Cina, banche in pericolo. Alert su problema recupero crediti

11 Marzo 2016, di Laura Naka Antonelli

ROMA (WSI) – L’autorità di controllo delle banche in Cina, la China Banking Regulatory Commission (CBRC) ha diramato una nota in cui ha chiesto agli istituti di agire per affrontare e prevenire il problema dei crediti non performanti.

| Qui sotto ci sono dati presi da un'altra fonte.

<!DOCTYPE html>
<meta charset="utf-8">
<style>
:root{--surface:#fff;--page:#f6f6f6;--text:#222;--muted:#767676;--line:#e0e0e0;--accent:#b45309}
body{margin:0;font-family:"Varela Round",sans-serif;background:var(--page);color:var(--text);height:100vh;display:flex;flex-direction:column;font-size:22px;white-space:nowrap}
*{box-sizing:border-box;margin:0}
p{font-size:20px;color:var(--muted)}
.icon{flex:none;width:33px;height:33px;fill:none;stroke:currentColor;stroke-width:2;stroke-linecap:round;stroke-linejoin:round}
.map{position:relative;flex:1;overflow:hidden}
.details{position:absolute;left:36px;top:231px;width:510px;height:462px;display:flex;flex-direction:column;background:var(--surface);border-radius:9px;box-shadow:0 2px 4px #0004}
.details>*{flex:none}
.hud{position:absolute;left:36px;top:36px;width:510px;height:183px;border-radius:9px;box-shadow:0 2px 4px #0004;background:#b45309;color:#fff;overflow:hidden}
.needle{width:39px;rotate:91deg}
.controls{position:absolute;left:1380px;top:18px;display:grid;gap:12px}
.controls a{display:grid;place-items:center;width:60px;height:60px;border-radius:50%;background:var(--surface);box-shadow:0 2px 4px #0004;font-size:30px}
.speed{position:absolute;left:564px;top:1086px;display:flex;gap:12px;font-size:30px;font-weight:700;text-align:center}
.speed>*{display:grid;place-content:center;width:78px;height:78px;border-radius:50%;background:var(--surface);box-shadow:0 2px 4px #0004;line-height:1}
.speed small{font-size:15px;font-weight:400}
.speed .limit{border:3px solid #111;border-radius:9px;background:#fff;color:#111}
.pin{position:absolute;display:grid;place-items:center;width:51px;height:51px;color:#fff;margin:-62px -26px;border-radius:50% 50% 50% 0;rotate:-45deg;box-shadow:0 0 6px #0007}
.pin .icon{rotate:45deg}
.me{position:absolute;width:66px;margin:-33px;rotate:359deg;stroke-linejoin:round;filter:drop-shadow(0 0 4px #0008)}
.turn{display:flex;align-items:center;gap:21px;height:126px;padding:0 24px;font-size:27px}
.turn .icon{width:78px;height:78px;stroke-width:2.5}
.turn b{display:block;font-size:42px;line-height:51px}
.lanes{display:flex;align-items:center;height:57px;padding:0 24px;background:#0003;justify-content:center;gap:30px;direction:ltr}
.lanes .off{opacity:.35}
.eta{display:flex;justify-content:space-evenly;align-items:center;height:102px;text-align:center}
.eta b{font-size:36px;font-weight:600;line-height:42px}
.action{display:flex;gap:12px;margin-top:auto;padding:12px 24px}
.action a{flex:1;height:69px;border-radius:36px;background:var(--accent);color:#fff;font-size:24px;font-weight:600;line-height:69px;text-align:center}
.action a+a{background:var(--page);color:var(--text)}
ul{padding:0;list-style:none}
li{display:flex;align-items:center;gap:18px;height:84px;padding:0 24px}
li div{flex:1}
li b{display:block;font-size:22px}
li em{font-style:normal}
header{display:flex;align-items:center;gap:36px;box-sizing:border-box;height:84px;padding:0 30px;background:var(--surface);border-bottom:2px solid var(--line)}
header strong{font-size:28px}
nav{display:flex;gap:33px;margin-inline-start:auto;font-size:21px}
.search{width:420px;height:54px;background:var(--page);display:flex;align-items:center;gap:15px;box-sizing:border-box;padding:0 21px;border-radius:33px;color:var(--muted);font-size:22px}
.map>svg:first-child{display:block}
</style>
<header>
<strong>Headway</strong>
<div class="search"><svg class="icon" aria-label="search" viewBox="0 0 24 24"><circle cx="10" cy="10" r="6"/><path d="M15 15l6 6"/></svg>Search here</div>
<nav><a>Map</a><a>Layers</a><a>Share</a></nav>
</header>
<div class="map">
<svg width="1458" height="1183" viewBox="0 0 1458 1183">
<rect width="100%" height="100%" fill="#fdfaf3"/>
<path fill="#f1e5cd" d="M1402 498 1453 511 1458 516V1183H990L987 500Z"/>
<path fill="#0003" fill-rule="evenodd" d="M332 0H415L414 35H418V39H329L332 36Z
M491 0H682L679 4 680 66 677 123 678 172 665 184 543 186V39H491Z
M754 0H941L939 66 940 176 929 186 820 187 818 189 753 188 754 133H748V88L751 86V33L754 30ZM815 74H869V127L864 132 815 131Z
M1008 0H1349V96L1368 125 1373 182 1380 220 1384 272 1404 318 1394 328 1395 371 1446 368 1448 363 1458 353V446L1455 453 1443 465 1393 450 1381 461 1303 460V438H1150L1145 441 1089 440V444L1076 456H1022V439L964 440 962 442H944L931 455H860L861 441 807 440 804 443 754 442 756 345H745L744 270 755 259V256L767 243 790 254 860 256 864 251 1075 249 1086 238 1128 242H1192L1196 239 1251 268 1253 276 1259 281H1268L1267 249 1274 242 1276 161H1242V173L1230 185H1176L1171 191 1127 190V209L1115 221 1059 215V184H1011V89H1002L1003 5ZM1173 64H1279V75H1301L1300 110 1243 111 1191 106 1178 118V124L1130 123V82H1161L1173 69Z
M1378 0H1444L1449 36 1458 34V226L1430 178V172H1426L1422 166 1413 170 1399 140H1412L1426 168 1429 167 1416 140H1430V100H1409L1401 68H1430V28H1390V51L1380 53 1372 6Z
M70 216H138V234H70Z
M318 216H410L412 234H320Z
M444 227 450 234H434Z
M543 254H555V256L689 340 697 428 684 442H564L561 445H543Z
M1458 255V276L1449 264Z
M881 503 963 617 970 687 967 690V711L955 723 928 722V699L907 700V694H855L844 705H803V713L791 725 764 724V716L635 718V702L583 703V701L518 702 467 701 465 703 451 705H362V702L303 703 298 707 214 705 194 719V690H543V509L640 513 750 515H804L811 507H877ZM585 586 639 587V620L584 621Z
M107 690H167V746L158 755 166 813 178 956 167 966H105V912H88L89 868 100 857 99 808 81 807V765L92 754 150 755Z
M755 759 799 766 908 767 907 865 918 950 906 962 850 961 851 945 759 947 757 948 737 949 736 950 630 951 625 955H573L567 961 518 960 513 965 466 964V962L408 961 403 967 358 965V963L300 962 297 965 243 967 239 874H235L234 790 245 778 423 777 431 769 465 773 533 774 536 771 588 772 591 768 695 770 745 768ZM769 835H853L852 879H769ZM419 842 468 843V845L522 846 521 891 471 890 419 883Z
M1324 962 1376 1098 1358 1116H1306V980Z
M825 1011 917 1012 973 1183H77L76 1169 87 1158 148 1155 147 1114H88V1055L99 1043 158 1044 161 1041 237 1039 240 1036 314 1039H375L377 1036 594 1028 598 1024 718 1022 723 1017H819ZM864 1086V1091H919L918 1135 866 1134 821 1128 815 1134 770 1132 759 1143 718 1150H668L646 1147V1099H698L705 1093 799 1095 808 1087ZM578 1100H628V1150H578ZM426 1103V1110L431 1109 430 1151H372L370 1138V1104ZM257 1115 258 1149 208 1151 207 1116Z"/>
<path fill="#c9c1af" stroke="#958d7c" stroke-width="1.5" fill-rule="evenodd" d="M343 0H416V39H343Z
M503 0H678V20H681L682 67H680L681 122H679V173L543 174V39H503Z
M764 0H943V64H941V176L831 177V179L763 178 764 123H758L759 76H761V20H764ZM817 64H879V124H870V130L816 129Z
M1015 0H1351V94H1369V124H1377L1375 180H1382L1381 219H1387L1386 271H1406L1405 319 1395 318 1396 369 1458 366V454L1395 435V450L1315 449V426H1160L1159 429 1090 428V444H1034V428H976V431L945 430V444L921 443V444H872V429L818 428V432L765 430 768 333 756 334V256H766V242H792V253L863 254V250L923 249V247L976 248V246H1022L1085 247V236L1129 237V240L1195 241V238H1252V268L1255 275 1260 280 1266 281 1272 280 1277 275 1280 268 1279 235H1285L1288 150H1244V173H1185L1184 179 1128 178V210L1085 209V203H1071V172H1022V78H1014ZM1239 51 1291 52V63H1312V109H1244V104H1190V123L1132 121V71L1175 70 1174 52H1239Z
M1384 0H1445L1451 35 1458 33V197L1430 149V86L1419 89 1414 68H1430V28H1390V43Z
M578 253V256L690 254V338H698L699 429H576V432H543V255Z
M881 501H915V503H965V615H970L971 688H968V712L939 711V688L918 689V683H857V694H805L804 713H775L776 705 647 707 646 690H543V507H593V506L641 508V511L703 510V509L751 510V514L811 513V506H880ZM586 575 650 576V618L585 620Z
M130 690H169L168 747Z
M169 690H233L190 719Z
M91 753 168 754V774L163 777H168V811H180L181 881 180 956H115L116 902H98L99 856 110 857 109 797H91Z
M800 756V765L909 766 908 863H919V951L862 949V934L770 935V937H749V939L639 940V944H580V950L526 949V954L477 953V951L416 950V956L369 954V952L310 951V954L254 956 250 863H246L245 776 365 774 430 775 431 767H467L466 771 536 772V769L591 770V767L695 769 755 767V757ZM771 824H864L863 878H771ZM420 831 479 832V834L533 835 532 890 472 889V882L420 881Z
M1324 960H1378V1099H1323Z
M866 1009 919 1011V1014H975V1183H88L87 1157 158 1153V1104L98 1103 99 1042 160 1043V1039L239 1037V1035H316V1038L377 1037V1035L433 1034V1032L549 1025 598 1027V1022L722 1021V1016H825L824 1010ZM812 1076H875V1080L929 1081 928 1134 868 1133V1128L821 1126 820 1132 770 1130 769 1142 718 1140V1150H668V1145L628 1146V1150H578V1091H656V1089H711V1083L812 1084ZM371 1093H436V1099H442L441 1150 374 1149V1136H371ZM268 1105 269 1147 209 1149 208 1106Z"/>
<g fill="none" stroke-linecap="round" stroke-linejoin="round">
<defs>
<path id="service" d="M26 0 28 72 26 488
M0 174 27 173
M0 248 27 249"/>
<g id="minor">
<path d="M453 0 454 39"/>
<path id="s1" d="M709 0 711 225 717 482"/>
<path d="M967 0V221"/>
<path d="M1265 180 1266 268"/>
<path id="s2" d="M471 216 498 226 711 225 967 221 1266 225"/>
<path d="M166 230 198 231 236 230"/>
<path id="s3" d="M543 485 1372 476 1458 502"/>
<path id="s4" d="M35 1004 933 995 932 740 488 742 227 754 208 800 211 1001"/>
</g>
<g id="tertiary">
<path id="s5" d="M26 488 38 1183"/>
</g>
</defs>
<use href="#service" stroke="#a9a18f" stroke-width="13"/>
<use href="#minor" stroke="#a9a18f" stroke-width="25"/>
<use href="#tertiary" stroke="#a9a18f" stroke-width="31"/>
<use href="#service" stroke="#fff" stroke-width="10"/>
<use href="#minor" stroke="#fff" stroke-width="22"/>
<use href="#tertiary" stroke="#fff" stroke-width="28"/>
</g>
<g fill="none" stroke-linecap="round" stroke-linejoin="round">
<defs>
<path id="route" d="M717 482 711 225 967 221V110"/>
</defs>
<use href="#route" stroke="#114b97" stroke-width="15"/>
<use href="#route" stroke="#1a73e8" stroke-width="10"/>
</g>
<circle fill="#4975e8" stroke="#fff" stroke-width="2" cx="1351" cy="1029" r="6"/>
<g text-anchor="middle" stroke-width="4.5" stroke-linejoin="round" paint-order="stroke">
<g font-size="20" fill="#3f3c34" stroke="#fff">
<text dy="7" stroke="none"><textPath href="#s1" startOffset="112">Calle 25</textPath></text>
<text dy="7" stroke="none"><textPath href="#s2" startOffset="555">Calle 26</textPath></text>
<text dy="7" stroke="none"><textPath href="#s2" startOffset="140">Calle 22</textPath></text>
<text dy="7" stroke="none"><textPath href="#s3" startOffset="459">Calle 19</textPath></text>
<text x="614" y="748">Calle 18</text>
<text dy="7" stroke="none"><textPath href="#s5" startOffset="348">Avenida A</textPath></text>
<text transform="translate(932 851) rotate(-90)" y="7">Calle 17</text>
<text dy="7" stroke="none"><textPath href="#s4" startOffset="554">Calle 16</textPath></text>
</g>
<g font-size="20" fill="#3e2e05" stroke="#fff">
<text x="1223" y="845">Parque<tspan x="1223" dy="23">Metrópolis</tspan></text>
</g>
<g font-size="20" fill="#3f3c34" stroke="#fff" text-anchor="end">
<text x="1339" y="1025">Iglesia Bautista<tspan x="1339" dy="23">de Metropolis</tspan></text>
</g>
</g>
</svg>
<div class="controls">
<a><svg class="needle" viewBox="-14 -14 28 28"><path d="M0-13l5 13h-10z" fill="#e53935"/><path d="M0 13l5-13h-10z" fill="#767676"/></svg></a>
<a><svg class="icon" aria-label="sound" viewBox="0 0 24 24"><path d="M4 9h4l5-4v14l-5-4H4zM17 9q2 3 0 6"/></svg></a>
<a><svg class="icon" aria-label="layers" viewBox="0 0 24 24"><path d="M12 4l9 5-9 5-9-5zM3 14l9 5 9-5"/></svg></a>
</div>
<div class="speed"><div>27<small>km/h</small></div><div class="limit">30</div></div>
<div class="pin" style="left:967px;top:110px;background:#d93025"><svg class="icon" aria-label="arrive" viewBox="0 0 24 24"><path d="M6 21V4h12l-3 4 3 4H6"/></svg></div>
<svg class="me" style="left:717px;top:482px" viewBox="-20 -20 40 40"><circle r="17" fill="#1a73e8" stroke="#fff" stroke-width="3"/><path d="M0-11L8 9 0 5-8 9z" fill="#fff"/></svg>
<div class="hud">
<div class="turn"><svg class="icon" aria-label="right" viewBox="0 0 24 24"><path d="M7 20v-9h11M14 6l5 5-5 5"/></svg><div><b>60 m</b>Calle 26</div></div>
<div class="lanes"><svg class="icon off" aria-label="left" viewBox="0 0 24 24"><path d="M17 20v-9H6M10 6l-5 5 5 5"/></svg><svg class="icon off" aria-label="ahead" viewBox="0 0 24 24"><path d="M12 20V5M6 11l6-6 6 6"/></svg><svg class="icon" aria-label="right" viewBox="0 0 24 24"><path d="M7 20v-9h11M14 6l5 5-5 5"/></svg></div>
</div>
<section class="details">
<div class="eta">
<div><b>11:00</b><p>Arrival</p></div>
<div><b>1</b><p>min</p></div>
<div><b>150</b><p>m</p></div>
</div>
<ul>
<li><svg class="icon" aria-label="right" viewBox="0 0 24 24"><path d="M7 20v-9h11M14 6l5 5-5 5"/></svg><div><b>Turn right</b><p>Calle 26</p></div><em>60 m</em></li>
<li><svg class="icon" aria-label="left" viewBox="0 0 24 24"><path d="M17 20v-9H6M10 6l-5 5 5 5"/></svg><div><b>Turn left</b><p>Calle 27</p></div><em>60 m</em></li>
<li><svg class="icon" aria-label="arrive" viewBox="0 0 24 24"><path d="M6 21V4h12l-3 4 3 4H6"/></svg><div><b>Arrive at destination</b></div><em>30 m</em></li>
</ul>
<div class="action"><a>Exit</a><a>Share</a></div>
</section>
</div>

L’autorità, inoltrata alle banche joint-stock e a quelle commerciali, ha lanciato un avvertimento sui rischi legati alla condizione di capacità in eccesso che caratterizza diversi settori; una condizione che mina la redditività di diverse aziende, e che di conseguenza mette a rischio il loro merito creditizio, e dunque la loro capacità di rimborsare i prestiti che hanno ricevuto dalle banche.

Un problema che mette a serio rischio la stabilità del sistema finanziario della Cina, che ha visto i propri crediti non performanti più che raddoppiare nel 2015 rispetto al 2014, sulla scia del forte rallentamento del Pil, che ha segnato il tasso di crescita più debole in oltre venti anni.

La Commissione ha così chiesto in modo spefifico alle banche joint-stock – di fatto quelle banche il cui capitale è detenuto da diversi investitori, banche che possono essere legate al governo o private – di valutare il rischio dei loro crediii e le perdite potenziali di asset che potrebbero verificarsi nel caso in cui le aziende che hanno ricevuto i prestiti potrebbero causare, nel non riuscire a onorare quanto dovuto.

Le banche, stando a quanto risulta da un articolo di Reuters, sono state invitate anche ad accelerare lo smobilizzo dei crediti non perfomanti e a indagare su metodi innovativi per gestirli.  Il settore è stato incoraggiato a dare il via a progetti di investimento pilota e a operazioni di cartolarizzazione degli asset, al fine di dotarsi di un livello di  liquidità che possa essere reputato sufficiente ad affrontare il problema del mancato recupero dei crediti.

Alle banche commerciali che operano nelle città, la CBRC ha chiesto di rafforzare i controlli sui rischi legati ai prestiti che erogano a favore di determinate industrie, che continuano ad andare avanti in un contesto di eccesso di capacità, e che sono attive soprattutto nella produzione di acciaio e carbone. Gli istituti sono stati invitati a creare anche dei fondi di liquidità.